Dani Gagnon
A&E Editor
Last Thursday evening, the packed audience in an Ebert Art Center classroom was shocked as the prominent identity politics cartoonist Alison Bechdel began her lecture with a series of her past rejection letters. Bechdel prefaced her lecture by reminding the audience that much of her early career was spent on the cultural sidelines, writing and drawing for her cartoon strip, Dykes to Watch Out For, which depicted images from the daily lives of lesbian feminists. Bechdel then rerouted the audience’s edge-of-their-seat attention to describe how she first became a graphic memoirist.
She explained that, as a child, she often mussed over the many family secrets that permeated her household. With the aid of an image from her first graphic memoir, Fun Home: A Family Tragicomic, Bechdel explained how much of her childhood was spent finding an appropriate way to depict her family when the images of family in books she read did not align with the reality of her family life. She reflected on how as a child it was very important to her for these images to match up, yet they never did. So, Bechdel began to draw what she saw herself. Her choice to become a cartoonist was influenced by her belief that comics are the most accessible art form.
Bechdel joked that she turned to cartooning because it was the medium that neither of her parents could care or criticize because they didn’t know anything about it.

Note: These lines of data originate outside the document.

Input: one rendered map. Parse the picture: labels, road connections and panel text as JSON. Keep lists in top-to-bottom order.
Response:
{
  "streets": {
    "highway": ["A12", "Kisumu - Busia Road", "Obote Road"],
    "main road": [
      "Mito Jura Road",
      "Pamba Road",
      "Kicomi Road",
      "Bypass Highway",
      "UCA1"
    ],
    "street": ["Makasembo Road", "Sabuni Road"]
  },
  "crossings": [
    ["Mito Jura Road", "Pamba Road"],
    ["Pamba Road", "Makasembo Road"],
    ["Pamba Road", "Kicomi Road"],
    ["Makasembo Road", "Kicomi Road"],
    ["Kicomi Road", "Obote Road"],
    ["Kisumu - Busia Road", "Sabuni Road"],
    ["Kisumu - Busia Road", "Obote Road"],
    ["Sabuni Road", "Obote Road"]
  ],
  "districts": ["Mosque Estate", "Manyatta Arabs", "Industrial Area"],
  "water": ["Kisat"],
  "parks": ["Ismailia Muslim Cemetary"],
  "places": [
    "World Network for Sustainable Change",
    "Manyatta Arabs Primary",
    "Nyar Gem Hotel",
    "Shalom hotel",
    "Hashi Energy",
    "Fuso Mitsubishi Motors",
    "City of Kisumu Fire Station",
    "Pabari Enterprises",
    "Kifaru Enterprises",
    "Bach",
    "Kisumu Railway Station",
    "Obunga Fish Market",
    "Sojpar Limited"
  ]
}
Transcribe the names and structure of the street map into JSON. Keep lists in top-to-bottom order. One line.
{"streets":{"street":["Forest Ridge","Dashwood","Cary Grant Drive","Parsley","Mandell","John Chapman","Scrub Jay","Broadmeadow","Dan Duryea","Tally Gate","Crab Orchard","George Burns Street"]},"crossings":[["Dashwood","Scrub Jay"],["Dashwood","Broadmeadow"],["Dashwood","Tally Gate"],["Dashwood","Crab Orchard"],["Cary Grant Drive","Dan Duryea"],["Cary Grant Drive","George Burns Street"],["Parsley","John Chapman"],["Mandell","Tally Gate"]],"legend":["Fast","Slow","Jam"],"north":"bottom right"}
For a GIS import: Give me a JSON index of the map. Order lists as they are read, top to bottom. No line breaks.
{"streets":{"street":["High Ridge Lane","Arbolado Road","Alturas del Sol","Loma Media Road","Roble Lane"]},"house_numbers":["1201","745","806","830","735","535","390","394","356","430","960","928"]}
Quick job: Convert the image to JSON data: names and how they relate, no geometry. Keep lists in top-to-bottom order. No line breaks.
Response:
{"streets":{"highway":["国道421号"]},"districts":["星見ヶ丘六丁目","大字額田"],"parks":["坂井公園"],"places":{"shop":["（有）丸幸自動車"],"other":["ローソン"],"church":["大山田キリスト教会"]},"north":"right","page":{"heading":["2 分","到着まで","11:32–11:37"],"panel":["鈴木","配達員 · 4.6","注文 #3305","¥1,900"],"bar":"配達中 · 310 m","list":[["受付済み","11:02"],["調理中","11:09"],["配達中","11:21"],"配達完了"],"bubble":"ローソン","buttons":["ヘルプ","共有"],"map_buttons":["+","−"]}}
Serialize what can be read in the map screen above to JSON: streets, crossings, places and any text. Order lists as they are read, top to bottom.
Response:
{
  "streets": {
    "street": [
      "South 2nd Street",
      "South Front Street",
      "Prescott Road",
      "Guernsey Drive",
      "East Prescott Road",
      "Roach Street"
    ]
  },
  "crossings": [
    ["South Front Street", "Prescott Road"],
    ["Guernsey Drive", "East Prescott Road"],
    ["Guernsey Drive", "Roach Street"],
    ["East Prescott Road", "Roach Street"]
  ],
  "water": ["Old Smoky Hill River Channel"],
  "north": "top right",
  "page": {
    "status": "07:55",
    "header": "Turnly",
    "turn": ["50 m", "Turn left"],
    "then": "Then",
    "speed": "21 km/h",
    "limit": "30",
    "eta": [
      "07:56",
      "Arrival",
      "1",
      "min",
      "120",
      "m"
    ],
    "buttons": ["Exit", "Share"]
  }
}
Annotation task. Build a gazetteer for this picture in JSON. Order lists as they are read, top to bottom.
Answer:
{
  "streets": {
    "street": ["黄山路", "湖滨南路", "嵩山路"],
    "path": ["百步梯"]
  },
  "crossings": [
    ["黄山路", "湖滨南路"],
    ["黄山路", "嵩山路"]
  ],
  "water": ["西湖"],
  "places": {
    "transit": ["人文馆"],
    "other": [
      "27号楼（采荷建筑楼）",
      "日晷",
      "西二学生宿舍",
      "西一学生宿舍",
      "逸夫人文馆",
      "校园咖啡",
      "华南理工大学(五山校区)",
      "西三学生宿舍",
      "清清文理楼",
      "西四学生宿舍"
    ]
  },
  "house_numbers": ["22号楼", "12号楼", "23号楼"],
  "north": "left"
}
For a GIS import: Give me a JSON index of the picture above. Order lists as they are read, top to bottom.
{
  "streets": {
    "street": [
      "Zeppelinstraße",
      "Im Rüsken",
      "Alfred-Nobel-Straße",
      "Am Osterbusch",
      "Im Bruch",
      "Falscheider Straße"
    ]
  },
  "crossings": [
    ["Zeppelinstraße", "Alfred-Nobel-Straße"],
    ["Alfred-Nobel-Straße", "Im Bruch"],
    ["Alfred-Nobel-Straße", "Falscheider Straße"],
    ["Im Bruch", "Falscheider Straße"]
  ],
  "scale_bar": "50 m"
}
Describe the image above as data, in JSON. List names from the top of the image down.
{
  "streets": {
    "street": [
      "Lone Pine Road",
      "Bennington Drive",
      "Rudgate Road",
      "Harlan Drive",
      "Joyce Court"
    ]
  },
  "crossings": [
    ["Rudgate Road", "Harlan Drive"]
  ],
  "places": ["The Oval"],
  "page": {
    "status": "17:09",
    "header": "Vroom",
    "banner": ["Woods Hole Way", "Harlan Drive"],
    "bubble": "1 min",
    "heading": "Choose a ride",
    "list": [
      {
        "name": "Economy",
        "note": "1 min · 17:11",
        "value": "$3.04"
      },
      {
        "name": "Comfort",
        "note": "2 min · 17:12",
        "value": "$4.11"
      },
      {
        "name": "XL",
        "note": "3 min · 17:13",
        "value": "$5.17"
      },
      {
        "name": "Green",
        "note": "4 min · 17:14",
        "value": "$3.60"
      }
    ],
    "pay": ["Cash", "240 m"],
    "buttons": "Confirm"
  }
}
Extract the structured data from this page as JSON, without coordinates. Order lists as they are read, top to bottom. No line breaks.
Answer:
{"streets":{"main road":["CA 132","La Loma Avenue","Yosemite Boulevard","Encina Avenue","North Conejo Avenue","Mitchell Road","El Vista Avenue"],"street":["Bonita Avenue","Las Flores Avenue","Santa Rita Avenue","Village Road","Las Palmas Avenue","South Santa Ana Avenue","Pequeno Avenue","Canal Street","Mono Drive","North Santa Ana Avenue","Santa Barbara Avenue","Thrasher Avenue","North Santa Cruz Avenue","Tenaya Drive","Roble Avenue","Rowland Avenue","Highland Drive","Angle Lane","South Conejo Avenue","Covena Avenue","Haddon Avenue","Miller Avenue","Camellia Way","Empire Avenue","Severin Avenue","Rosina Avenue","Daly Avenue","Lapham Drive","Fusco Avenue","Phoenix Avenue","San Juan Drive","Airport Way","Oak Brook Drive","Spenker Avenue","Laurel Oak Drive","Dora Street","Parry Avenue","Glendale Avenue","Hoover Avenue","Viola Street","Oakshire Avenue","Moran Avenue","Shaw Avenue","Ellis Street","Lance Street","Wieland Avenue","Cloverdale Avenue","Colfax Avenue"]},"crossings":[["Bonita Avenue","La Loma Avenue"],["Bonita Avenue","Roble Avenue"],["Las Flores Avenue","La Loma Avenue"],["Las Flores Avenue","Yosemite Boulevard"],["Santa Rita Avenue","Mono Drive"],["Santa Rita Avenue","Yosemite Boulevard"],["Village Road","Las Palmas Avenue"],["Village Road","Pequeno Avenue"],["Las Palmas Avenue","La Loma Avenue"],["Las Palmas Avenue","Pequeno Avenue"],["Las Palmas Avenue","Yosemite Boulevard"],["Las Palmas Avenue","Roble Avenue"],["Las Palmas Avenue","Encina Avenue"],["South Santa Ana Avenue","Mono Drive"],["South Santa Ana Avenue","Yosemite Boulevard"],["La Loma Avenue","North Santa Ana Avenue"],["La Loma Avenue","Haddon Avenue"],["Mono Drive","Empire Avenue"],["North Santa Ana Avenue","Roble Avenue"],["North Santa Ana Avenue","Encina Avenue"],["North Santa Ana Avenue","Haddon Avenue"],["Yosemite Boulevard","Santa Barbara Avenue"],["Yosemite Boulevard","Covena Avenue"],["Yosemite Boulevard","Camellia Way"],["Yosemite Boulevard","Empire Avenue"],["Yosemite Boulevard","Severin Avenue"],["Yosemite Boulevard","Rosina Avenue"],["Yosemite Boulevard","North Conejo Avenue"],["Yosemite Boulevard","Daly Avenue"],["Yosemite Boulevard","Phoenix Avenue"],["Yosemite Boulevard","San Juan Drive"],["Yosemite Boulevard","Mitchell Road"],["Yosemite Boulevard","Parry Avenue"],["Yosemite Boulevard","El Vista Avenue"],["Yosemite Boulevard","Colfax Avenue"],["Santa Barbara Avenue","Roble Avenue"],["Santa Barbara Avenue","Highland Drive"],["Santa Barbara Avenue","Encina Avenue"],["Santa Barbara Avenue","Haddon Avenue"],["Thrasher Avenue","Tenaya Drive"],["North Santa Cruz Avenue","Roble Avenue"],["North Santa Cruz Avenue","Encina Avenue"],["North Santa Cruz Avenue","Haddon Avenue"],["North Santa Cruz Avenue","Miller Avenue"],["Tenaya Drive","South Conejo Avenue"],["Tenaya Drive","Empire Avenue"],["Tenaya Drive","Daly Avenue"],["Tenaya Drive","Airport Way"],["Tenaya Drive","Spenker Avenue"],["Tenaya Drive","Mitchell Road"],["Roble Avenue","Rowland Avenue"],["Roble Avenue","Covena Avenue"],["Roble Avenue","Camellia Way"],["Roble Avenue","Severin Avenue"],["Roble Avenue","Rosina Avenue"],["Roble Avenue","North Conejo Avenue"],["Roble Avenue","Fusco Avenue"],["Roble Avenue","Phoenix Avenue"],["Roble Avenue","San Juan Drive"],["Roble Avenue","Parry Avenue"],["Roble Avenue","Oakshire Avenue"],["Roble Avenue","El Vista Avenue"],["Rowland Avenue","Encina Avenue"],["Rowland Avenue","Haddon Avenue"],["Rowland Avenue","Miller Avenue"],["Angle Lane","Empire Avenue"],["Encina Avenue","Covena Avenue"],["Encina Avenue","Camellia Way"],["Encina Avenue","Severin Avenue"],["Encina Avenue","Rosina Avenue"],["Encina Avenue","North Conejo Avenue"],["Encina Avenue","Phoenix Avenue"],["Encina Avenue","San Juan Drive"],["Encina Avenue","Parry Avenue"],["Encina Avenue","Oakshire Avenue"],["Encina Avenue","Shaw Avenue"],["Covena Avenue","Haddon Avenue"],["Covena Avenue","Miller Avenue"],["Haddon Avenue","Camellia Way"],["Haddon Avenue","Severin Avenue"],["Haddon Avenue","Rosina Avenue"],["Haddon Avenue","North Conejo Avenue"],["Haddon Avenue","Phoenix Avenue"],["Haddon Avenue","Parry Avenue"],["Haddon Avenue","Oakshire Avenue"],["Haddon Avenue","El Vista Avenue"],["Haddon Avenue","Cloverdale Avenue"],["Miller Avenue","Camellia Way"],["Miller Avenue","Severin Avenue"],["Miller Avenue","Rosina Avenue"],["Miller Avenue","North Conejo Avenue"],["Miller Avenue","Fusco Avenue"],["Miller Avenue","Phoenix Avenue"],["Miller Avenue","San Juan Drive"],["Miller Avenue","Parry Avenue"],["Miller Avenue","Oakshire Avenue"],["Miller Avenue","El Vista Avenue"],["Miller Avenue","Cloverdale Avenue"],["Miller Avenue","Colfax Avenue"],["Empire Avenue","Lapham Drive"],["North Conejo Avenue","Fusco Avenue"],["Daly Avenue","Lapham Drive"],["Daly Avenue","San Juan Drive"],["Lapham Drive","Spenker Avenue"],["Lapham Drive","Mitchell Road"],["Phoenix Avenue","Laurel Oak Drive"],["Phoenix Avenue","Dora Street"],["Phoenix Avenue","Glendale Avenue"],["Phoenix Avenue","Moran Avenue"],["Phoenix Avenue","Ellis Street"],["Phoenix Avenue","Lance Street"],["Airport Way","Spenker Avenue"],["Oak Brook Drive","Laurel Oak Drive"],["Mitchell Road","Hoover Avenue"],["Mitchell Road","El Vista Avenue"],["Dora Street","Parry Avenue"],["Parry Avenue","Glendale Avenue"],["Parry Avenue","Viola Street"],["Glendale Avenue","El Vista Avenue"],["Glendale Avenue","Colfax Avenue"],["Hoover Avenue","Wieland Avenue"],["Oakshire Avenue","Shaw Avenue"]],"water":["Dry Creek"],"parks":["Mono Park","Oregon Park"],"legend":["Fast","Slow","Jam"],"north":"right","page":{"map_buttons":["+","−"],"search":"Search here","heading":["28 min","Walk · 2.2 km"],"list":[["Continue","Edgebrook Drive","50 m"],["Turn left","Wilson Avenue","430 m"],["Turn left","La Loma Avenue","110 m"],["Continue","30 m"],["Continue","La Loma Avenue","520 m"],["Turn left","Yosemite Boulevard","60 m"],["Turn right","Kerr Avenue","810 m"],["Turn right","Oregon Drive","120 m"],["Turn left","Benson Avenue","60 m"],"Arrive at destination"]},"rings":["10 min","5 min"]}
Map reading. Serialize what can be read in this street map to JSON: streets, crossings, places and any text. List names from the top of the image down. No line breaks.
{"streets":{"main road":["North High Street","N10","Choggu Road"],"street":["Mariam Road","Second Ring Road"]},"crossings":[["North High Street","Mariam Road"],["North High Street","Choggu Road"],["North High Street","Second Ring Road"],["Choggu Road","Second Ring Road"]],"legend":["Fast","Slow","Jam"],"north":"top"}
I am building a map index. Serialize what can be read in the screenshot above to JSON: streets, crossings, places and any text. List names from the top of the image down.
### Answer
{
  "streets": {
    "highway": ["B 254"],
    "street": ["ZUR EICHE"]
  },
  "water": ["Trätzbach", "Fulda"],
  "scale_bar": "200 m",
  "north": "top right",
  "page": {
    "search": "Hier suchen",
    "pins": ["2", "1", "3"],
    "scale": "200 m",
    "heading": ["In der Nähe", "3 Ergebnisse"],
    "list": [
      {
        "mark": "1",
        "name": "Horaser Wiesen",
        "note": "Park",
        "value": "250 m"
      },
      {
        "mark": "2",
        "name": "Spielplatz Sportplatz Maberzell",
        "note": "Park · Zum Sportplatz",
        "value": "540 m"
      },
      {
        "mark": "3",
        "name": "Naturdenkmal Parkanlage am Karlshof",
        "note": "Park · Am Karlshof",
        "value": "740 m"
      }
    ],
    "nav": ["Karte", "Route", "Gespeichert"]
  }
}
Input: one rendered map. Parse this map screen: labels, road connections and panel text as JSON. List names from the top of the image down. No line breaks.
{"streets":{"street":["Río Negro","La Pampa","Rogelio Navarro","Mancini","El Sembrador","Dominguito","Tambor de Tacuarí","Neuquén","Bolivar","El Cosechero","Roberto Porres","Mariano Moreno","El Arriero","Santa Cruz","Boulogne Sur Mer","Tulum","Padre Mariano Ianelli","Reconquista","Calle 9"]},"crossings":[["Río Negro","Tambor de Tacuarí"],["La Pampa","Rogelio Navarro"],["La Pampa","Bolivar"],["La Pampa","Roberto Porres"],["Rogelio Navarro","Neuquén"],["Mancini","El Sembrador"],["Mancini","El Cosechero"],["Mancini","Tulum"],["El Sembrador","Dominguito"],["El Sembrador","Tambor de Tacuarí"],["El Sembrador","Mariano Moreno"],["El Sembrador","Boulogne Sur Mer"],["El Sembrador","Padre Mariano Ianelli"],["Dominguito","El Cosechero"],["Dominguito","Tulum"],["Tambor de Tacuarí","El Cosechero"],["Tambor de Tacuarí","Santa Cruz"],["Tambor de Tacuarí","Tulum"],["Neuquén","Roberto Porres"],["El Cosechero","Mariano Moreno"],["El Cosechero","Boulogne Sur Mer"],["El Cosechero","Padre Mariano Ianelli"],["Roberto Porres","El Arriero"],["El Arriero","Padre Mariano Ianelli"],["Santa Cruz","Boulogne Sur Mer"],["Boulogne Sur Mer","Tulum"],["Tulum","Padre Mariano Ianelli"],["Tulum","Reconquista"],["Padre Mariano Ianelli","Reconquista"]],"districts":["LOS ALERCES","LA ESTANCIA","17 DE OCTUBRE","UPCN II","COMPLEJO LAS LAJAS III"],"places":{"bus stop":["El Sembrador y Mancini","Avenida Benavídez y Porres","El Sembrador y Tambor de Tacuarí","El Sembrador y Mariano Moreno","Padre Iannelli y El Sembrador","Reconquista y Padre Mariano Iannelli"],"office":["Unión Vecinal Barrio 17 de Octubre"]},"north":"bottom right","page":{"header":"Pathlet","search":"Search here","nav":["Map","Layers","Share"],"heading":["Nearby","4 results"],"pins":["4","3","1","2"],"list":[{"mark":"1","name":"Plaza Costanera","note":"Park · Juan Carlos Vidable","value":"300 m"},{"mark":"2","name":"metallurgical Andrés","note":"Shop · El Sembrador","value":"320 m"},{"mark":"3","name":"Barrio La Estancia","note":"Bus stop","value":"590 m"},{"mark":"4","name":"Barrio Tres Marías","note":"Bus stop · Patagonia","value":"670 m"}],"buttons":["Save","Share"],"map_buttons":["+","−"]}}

Bechdel found tremendous success in Dykes to Watch Out For, which regularly ran in over 50 LGBT publications around the country. Bechdel told her audience that the strip was not about defending her sexuality, but normalizing it. Within her strip she uncovered and worked through her belief that the personal is political and that politics are personal — a theme that has fused itself into both her later graphic memoirs about her parents.
In Fun Home, she examined her father’s personal experience before the gay liberation movement and in her second work, Are You My Mother?: A Comic Drama, she explored her mother’s personal life before the women’s and feminist liberation movement. Bechdel discussed her parents personal repression and examined how it compared and contrasted to her overlapping experiences with sexuality.
Bechdel then continued to treat the audience by walking them through how she illustrates a page in her memoirs. She broke down how she uses a digital template, enters in the text and structures the page to however she wants it before entering a rough sketch, only after these steps does Bechdel enter the complete images. Although she deconstructed the process for the audience, not an ounce of magic was removed from the graphic memoir’s work. Every step of Bechdel’s labor was highlighted for her audience to appreciate.
Bechdel closed with a reflection on her compulsion to write and keep track of life. The lecture ended with a reading from her second memoir Are You My Mother?, in which her mother helps her write in her journal, “She composed me and now I compose her.”